Stored items:
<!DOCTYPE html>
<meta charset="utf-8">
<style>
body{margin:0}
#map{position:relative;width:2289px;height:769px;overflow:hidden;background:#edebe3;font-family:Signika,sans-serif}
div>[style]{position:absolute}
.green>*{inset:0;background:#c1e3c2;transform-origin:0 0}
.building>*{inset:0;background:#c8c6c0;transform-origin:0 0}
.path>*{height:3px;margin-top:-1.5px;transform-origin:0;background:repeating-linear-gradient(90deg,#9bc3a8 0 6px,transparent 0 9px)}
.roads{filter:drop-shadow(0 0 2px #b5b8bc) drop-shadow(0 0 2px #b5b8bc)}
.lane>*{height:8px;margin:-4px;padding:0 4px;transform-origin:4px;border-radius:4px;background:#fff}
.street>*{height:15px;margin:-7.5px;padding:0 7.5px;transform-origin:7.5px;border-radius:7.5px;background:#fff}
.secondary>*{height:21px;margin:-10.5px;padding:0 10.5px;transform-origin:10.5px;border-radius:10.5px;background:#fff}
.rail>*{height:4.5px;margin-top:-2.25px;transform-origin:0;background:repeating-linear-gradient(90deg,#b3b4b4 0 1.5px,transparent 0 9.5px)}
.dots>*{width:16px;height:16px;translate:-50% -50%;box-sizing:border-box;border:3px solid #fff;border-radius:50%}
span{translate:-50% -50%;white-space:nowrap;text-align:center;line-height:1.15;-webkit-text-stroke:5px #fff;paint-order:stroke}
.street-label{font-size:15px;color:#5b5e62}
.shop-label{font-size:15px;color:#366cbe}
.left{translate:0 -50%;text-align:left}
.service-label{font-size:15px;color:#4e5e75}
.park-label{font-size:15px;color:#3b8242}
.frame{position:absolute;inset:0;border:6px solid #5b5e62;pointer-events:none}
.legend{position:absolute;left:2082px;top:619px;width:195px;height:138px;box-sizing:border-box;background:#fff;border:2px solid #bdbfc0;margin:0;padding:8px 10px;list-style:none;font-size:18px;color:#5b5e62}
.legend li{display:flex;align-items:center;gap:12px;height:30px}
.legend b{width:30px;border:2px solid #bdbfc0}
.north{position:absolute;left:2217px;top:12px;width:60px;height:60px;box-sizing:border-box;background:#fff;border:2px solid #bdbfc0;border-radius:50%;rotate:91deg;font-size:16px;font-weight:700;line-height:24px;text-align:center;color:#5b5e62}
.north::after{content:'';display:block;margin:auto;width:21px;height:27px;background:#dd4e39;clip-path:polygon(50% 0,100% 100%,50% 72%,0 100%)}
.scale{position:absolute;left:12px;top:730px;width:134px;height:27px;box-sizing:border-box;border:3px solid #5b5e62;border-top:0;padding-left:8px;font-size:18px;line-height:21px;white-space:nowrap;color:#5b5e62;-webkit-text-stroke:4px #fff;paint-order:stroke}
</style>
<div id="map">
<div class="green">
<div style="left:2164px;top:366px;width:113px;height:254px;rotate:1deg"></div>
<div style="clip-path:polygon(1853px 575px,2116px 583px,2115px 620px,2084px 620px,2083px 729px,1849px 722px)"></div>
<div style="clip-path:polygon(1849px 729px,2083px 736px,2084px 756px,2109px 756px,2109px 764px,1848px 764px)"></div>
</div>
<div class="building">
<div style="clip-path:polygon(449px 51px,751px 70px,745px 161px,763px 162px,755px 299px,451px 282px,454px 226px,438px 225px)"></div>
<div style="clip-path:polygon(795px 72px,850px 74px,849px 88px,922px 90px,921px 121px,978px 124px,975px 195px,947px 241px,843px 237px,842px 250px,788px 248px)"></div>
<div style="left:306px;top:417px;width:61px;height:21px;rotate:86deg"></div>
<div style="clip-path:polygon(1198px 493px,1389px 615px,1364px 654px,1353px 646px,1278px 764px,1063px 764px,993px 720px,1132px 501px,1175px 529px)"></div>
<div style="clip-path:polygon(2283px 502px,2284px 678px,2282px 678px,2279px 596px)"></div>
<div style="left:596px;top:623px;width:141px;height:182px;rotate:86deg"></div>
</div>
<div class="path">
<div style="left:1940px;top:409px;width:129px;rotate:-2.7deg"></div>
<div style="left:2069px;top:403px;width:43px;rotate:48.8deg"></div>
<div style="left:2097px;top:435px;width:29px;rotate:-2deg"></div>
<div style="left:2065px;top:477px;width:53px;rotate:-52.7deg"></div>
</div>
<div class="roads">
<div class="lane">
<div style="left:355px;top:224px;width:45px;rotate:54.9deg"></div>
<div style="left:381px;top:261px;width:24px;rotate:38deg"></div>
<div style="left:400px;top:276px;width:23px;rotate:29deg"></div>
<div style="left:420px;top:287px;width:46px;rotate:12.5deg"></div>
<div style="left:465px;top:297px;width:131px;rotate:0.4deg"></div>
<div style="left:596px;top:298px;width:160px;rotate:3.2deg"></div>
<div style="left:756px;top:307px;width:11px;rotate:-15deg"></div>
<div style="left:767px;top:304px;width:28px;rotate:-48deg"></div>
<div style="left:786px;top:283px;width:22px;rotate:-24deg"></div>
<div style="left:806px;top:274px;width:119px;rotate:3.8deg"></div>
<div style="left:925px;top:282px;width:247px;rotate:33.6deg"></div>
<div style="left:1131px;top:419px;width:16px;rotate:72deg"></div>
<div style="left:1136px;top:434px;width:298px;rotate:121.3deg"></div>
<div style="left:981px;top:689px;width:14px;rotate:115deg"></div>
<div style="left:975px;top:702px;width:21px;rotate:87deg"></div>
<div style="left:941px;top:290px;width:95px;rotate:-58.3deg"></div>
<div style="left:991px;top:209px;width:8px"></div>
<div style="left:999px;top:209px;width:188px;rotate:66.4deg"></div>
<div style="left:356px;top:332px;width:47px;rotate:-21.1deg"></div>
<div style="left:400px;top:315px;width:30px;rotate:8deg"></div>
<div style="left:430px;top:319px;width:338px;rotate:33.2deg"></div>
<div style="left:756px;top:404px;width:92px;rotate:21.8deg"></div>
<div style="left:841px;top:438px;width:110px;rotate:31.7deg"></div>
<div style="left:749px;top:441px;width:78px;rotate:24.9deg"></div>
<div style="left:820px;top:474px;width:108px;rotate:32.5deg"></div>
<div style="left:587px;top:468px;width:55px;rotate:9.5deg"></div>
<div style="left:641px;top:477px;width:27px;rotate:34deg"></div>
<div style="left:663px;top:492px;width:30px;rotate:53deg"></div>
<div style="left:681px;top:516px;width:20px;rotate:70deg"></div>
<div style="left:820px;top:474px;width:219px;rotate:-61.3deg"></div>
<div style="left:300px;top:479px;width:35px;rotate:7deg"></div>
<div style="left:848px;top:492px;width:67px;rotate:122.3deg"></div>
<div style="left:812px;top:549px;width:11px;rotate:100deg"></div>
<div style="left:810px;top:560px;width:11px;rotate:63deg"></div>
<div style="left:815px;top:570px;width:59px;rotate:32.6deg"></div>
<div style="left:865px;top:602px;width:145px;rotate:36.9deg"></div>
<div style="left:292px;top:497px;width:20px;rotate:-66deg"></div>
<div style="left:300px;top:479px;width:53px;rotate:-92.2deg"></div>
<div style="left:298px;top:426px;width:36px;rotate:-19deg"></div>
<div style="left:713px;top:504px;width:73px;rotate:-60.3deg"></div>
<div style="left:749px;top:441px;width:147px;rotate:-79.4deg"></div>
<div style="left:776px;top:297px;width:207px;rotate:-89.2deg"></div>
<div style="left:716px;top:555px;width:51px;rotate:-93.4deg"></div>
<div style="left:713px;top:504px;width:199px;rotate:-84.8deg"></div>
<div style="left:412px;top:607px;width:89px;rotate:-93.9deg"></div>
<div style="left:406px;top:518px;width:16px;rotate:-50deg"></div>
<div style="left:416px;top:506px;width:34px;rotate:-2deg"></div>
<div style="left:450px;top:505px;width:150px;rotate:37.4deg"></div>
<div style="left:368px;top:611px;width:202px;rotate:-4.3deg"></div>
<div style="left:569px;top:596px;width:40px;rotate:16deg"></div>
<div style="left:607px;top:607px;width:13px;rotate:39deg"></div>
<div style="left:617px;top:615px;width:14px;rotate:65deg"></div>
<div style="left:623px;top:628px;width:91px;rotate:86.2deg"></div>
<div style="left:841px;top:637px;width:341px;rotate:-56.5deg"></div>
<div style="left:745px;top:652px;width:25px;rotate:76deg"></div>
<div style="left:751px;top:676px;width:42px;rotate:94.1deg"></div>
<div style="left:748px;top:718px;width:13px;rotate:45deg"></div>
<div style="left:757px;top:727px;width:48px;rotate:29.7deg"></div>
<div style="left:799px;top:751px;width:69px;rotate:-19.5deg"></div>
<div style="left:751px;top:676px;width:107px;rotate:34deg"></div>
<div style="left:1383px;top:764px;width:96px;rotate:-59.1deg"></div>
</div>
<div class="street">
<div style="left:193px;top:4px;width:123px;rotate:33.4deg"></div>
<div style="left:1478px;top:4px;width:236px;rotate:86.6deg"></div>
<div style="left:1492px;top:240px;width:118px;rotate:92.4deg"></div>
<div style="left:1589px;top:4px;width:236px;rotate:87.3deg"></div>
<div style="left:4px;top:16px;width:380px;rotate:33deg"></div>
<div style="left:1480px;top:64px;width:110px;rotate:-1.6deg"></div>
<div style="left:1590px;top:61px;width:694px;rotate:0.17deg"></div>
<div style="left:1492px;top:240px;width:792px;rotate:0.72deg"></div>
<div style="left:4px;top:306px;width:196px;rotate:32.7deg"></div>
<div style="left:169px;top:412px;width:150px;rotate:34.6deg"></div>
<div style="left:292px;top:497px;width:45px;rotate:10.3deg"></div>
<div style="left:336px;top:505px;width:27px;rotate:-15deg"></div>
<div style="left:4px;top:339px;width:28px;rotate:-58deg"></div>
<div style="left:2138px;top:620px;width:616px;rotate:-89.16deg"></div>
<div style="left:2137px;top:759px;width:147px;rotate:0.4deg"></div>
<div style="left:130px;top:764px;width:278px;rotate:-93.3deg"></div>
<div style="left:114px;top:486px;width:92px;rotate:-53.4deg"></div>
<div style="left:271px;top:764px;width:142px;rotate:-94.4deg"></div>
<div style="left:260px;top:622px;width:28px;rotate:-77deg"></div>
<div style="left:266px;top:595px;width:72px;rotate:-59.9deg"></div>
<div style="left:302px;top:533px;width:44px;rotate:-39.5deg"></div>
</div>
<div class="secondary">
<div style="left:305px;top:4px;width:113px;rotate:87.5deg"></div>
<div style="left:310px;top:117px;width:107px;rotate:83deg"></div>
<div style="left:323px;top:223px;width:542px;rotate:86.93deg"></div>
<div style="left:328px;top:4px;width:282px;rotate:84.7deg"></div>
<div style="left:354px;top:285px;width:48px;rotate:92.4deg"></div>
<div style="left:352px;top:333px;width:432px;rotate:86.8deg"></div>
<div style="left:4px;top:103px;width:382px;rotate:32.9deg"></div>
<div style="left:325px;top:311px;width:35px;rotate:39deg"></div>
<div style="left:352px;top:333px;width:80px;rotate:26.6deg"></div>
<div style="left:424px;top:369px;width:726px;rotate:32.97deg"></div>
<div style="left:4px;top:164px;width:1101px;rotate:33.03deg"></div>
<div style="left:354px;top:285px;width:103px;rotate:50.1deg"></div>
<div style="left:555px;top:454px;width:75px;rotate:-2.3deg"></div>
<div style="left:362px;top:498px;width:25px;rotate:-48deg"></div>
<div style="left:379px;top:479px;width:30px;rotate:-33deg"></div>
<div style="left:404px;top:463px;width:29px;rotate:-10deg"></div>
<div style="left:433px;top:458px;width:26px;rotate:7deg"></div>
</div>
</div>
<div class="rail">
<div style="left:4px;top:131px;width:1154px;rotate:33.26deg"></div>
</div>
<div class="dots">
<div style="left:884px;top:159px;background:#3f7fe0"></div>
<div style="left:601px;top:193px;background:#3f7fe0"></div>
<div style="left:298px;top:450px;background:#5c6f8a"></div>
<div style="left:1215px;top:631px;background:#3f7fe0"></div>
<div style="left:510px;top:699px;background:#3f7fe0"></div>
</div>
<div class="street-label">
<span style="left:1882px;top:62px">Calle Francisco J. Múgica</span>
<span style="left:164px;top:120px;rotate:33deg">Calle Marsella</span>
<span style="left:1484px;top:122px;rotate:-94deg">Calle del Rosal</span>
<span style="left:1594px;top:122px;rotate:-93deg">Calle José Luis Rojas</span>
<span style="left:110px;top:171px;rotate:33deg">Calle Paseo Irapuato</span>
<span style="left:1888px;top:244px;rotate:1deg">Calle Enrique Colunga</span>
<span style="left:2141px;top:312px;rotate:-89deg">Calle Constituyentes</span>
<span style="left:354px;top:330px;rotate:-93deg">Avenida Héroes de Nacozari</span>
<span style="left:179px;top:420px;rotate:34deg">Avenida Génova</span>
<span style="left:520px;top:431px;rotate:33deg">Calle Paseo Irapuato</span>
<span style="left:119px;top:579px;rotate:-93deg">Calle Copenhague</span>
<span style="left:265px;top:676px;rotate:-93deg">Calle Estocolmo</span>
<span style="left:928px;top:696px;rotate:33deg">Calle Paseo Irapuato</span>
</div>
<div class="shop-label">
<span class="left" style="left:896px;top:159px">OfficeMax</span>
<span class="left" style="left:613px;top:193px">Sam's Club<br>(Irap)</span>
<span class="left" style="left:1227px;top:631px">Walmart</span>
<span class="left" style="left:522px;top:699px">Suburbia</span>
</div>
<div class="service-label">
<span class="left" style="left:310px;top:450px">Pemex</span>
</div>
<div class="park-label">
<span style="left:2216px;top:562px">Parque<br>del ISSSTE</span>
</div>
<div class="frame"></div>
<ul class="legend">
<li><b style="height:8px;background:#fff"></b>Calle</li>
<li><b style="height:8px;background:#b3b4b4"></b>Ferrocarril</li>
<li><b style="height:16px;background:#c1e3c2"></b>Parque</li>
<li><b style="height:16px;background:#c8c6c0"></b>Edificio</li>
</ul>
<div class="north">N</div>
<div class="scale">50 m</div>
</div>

What this task involves:
Where does the string "label" appear in the records? Copy every line that holds it.

Answer for the task:
.street-label{font-size:15px;color:#5b5e62}
.shop-label{font-size:15px;color:#366cbe}
.service-label{font-size:15px;color:#4e5e75}
.park-label{font-size:15px;color:#3b8242}
<div class="street-label">
<div class="shop-label">
<div class="service-label">
<div class="park-label">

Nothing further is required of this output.